Unclear whether cops shot and killed Elliot or he took his own life. Clear is his YouTube manifesto of hate. Facing a camera attached to his car’s dashboard, with a macabre laugh, he said he had to kill blond girls, might even kill his stepmother and little brother.

Faced with these the father and birth mother raced to help their son. Too late.

Back story

No. 1. Following a dozen farewell parties in her honor after announcing retirement from “The View,” the show she created, Barbara was on vacation. With me. In Berlin. One afternoon we were lunching at lakeside café Die Fischerhutte am Schlachtensee. A cellphone rang.

Kids were flying kites. We were eating veal burgers. James Goldston, ABC News President, was calling for Barbara to do this sit-down.

Back story No. 2. Peter Rodger has a longtime friend. Simon Astaire. In the ’60s Astaire’s English father Edgar dated Barbara. Knowing his father’s high regard for Barbara, the younger Astaire told the shooter’s father: “You can trust her. My father did. He always said if she gives her word she keeps it.”

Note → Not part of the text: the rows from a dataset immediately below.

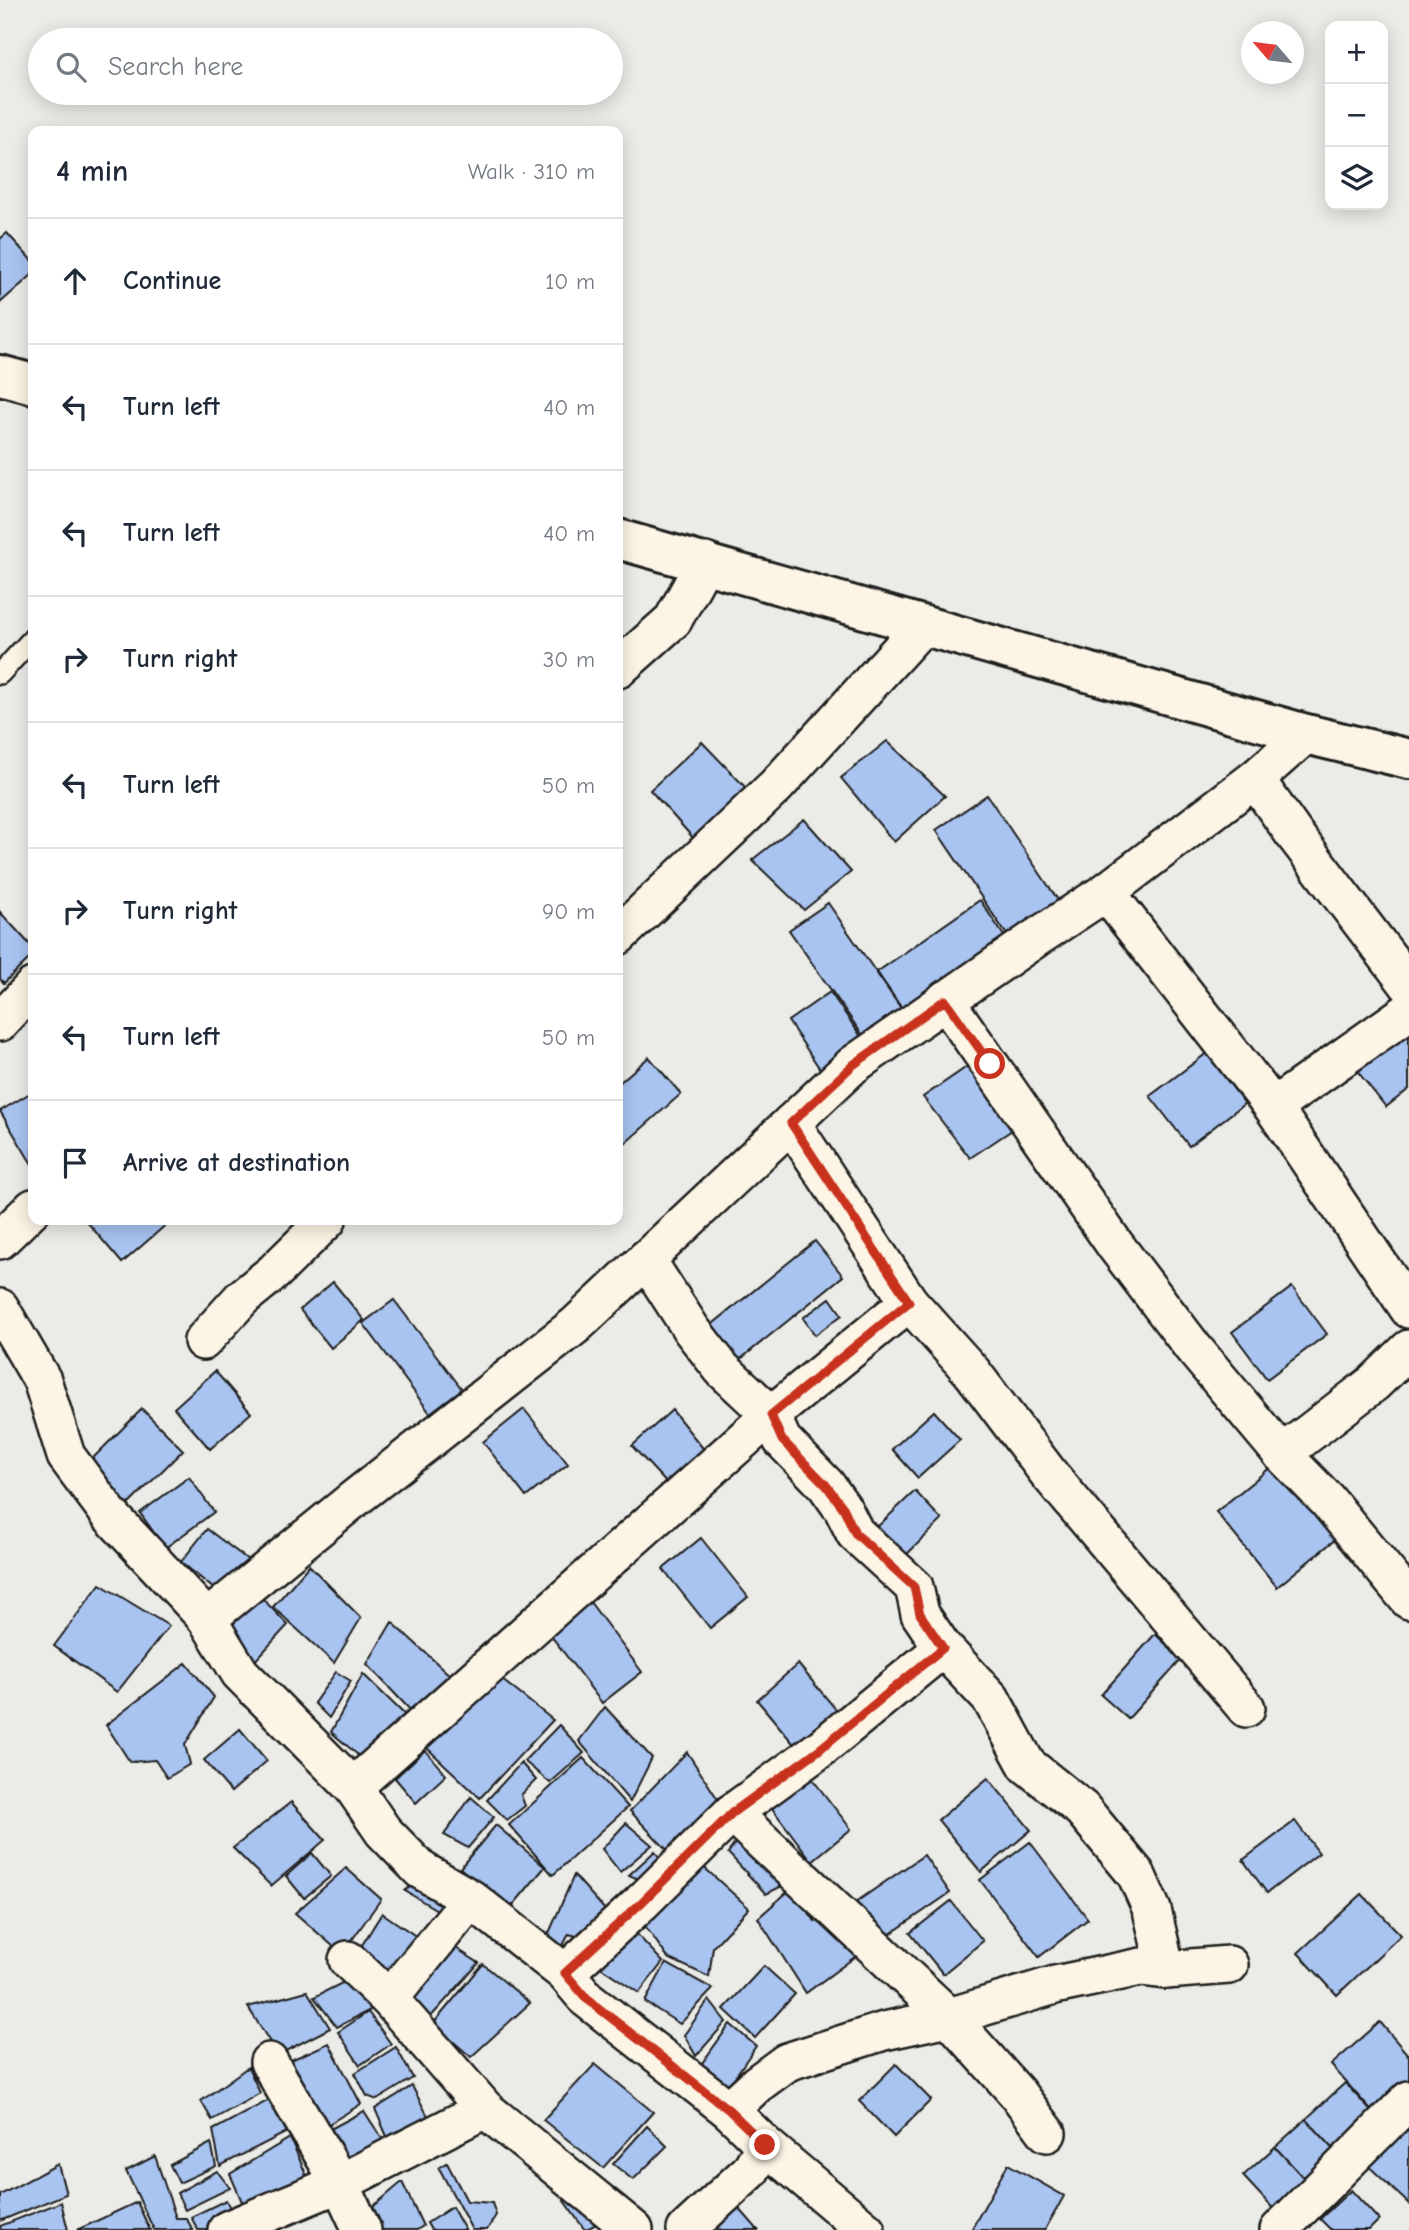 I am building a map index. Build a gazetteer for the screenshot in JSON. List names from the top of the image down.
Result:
{
  "north": "top left",
  "page": {
    "map_buttons": ["+", "−"],
    "search": "Search here",
    "heading": ["4 min", "Walk · 310 m"],
    "list": [
      ["Continue", "10 m"],
      ["Turn left", "40 m"],
      ["Turn left", "40 m"],
      ["Turn right", "30 m"],
      ["Turn left", "50 m"],
      ["Turn right", "90 m"],
      ["Turn left", "50 m"],
      "Arrive at destination"
    ]
  }
} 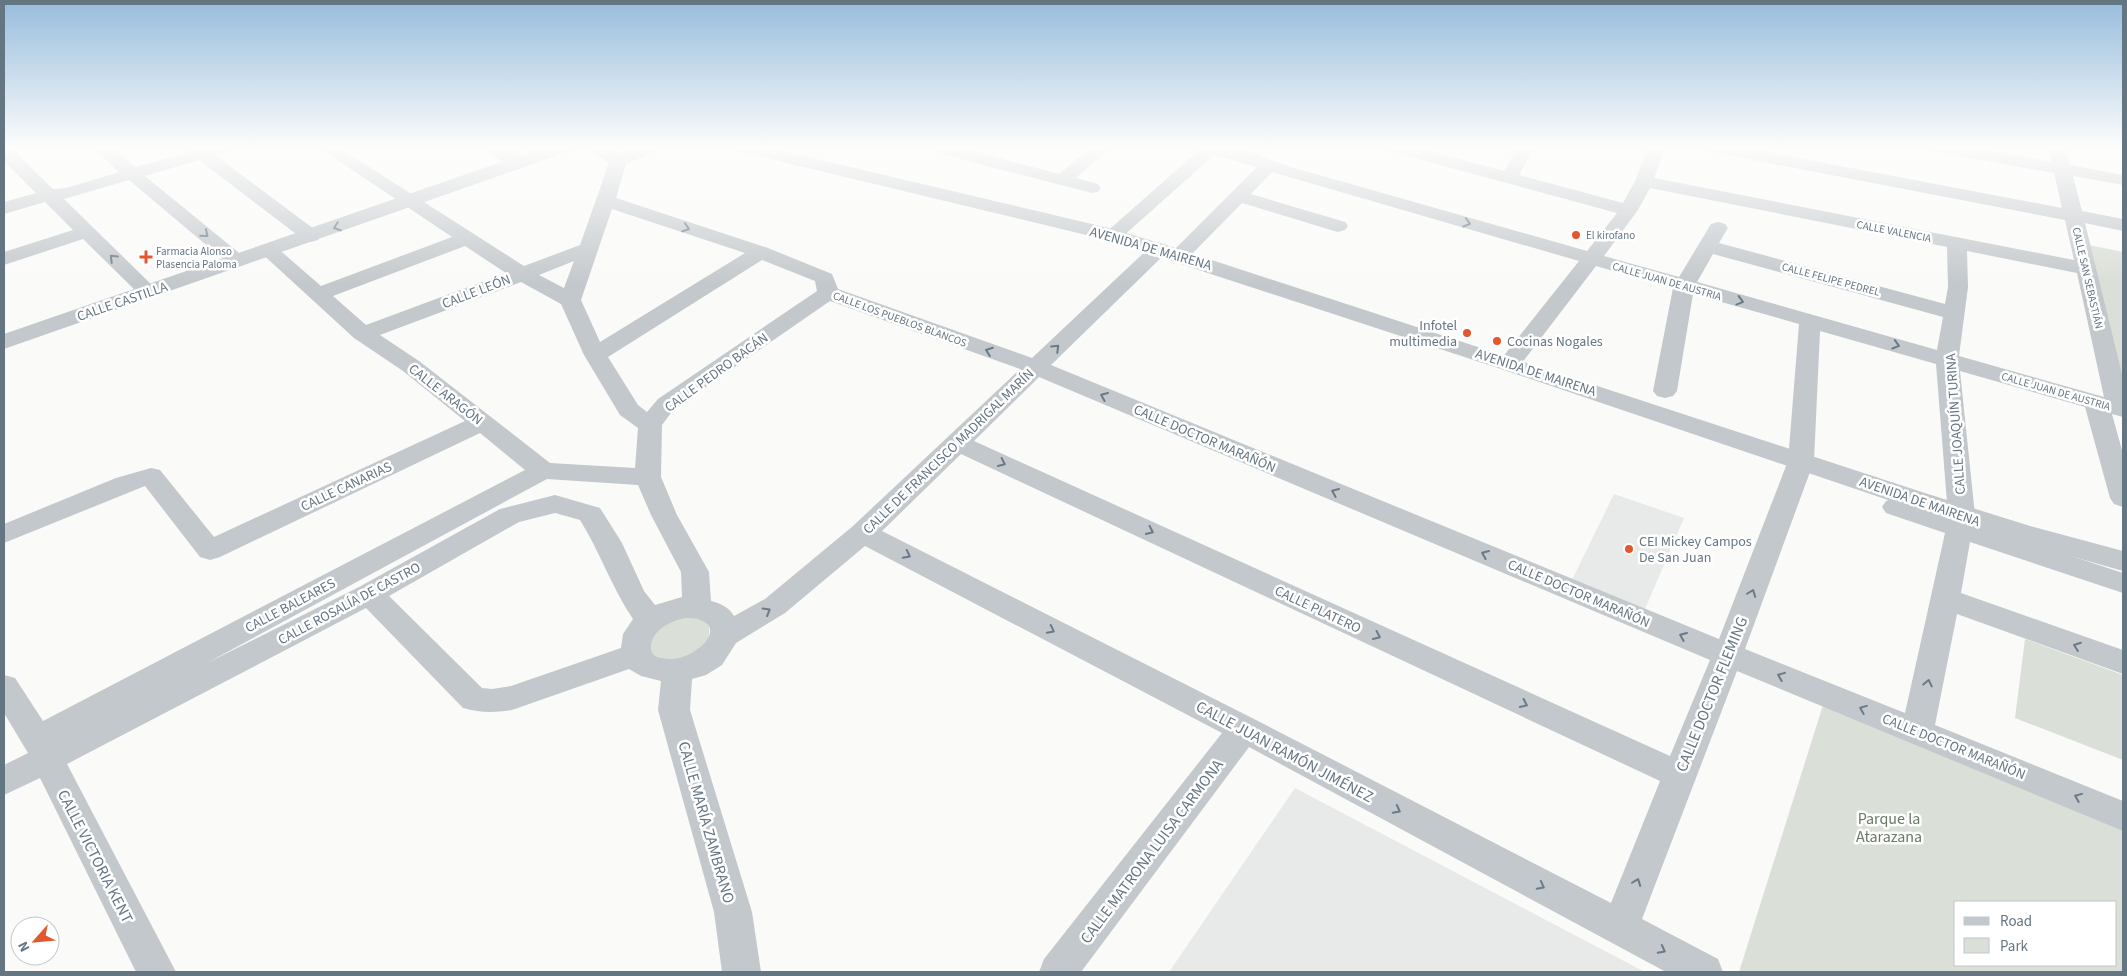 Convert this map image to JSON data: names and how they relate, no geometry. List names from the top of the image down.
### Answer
{
  "streets": {
    "street": [
      "CALLE VALENCIA",
      "AVENIDA DE MAIRENA",
      "CALLE SAN SEBASTIÁN",
      "CALLE FELIPE PEDREL",
      "CALLE JUAN DE AUSTRIA",
      "CALLE LEÓN",
      "CALLE CASTILLA",
      "CALLE LOS PUEBLOS BLANCOS",
      "CALLE PEDRO BACÁN",
      "CALLE ARAGÓN",
      "CALLE JOAQUÍN TURINA",
      "CALLE DOCTOR MARAÑÓN",
      "CALLE DE FRANCISCO MADRIGAL MARÍN",
      "CALLE CANARIAS",
      "CALLE ROSALÍA DE CASTRO",
      "CALLE BALEARES",
      "CALLE PLATERO",
      "CALLE DOCTOR FLEMING",
      "CALLE JUAN RAMÓN JIMÉNEZ",
      "CALLE MARÍA ZAMBRANO",
      "CALLE MATRONA LUISA CARMONA",
      "CALLE VICTORIA KENT"
    ]
  },
  "crossings": [
    ["CALLE VALENCIA", "CALLE SAN SEBASTIÁN"],
    ["CALLE VALENCIA", "CALLE JOAQUÍN TURINA"],
    ["AVENIDA DE MAIRENA", "CALLE JOAQUÍN TURINA"],
    ["AVENIDA DE MAIRENA", "CALLE DE FRANCISCO MADRIGAL MARÍN"],
    ["AVENIDA DE MAIRENA", "CALLE DOCTOR FLEMING"],
    ["CALLE SAN SEBASTIÁN", "CALLE JUAN DE AUSTRIA"],
    ["CALLE FELIPE PEDREL", "CALLE JOAQUÍN TURINA"],
    ["CALLE JUAN DE AUSTRIA", "CALLE JOAQUÍN TURINA"],
    ["CALLE JUAN DE AUSTRIA", "CALLE DOCTOR FLEMING"],
    ["CALLE LEÓN", "CALLE LOS PUEBLOS BLANCOS"],
    ["CALLE LEÓN", "CALLE ARAGÓN"],
    ["CALLE CASTILLA", "CALLE ARAGÓN"],
    ["CALLE LOS PUEBLOS BLANCOS", "CALLE PEDRO BACÁN"],
    ["CALLE LOS PUEBLOS BLANCOS", "CALLE DOCTOR MARAÑÓN"],
    ["CALLE LOS PUEBLOS BLANCOS", "CALLE DE FRANCISCO MADRIGAL MARÍN"],
    ["CALLE ARAGÓN", "CALLE CANARIAS"],
    ["CALLE ARAGÓN", "CALLE BALEARES"],
    ["CALLE JOAQUÍN TURINA", "CALLE DOCTOR MARAÑÓN"],
    ["CALLE DOCTOR MARAÑÓN", "CALLE DE FRANCISCO MADRIGAL MARÍN"],
    ["CALLE DOCTOR MARAÑÓN", "CALLE DOCTOR FLEMING"],
    ["CALLE DE FRANCISCO MADRIGAL MARÍN", "CALLE ROSALÍA DE CASTRO"],
    ["CALLE DE FRANCISCO MADRIGAL MARÍN", "CALLE PLATERO"],
    ["CALLE DE FRANCISCO MADRIGAL MARÍN", "CALLE JUAN RAMÓN JIMÉNEZ"],
    ["CALLE DE FRANCISCO MADRIGAL MARÍN", "CALLE MARÍA ZAMBRANO"],
    ["CALLE ROSALÍA DE CASTRO", "CALLE BALEARES"],
    ["CALLE ROSALÍA DE CASTRO", "CALLE MARÍA ZAMBRANO"],
    ["CALLE ROSALÍA DE CASTRO", "CALLE VICTORIA KENT"],
    ["CALLE BALEARES", "CALLE VICTORIA KENT"],
    ["CALLE PLATERO", "CALLE DOCTOR FLEMING"],
    ["CALLE DOCTOR FLEMING", "CALLE JUAN RAMÓN JIMÉNEZ"],
    ["CALLE JUAN RAMÓN JIMÉNEZ", "CALLE MATRONA LUISA CARMONA"]
  ],
  "one_way": [
    "CALLE JUAN DE AUSTRIA",
    "CALLE DE FRANCISCO MADRIGAL MARÍN",
    "CALLE PLATERO",
    "CALLE DOCTOR FLEMING",
    "CALLE JUAN RAMÓN JIMÉNEZ"
  ],
  "parks": ["Parque la Atarazana"],
  "places": {
    "other": [
      "El kirofano",
      "Infotel multimedia",
      "Cocinas Nogales",
      "CEI Mickey Campos De San Juan"
    ],
    "health": ["Farmacia Alonso Plasencia Paloma"]
  },
  "legend": ["Road", "Park"],
  "north": "bottom left"
} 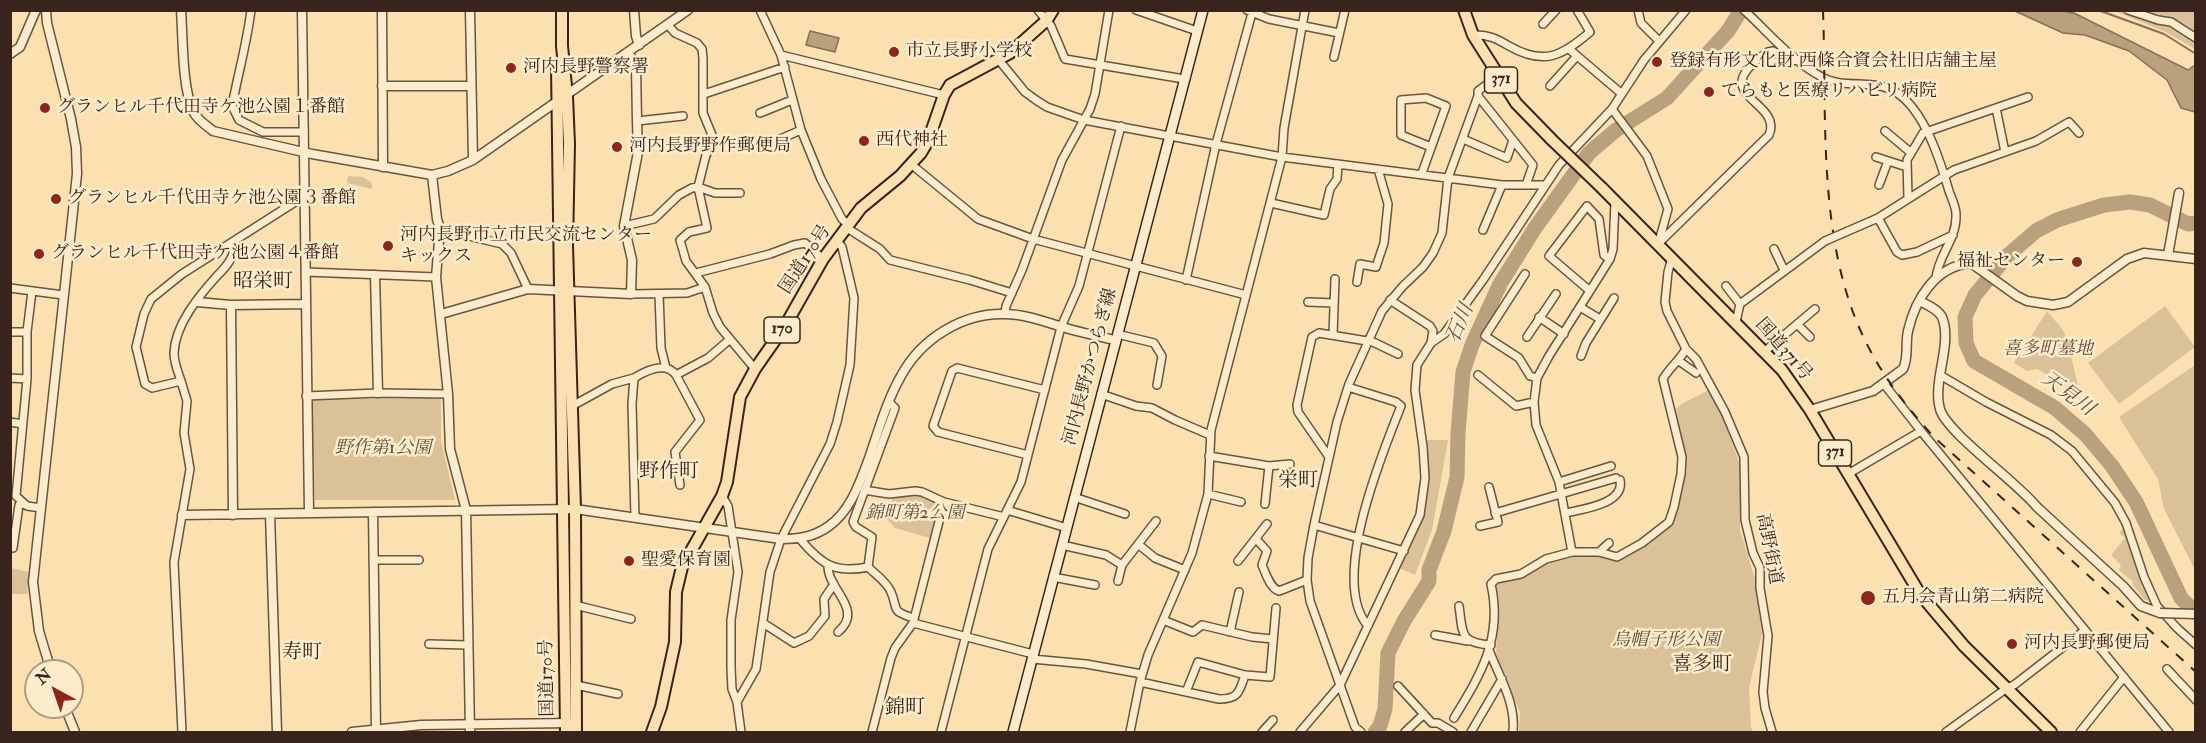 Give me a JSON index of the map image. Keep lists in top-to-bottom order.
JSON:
{
  "streets": {
    "highway": [
      "371",
      "国道170号",
      "170",
      "国道371号"
    ],
    "main road": ["河内長野かつらぎ線"],
    "street": ["高野街道"]
  },
  "crossings": [
    ["国道371号", "高野街道"]
  ],
  "districts": [
    "昭栄町",
    "野作町",
    "栄町",
    "寿町",
    "喜多町",
    "錦町"
  ],
  "water": ["石川", "天見川"],
  "parks": [
    "喜多町墓地",
    "野作第1公園",
    "錦町第2公園",
    "烏帽子形公園"
  ],
  "places": [
    "市立長野小学校",
    "登録有形文化財 西條合資会社旧店舗主屋",
    "河内長野警察署",
    "てらもと医療リハビリ病院",
    "グランヒル千代田寺ケ池公園１番館",
    "西代神社",
    "河内長野野作郵便局",
    "グランヒル千代田寺ケ池公園３番館",
    "河内長野市立市民交流センター キックス",
    "グランヒル千代田寺ケ池公園４番館",
    "福祉センター",
    "聖愛保育園",
    "五月会青山第二病院",
    "河内長野郵便局"
  ],
  "north": "top left"
}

We all think we know our husbands, wives, friends, kids. To hear what Peter Rodger knew about his son, tune into ABC-TV Friday 10 p.m.

Odds & ends

Local Hamptons TV interviewer Judith Sleed to Alec Baldwin: “You always say no to doing my show.” Alec: “This time, it’s yes. I’ve been saying no to many things lately.” . . . NEWEST alliance? Israel, which numbers few friends, and China, which suspects most friends. Pariahs to much of the world, together they’ve made shalom. Many Jerusalem tourists are Chinese.

Helen Mirren played Linda Kenney Baden in HBO’s doc on Hollywood record guy, jailed Phil Spector whose blond ladyfriend actress somehow got offed in his home. This Linda, his New York lawyer, married to Dr. Michael Baden, respected coroner who’s testified on headline cases like Jon Benet and OJ’s slain wife.

Linda phoned to say she’s been busy. In a courtroom? No, behind a poker table.

An ex FBI guy taught her the game in September. Since December she’s been behind nine final tables. Just won Foxwoods championship. Came in seventh in a tournament. July 5, Vegas, she’s in a main event, a ladies world series of poker. Do well she grabs $10,000 and another world poker event seat in another place.

Both Michael Baden and I remain stunned.

Only in New York, kids, only in New York.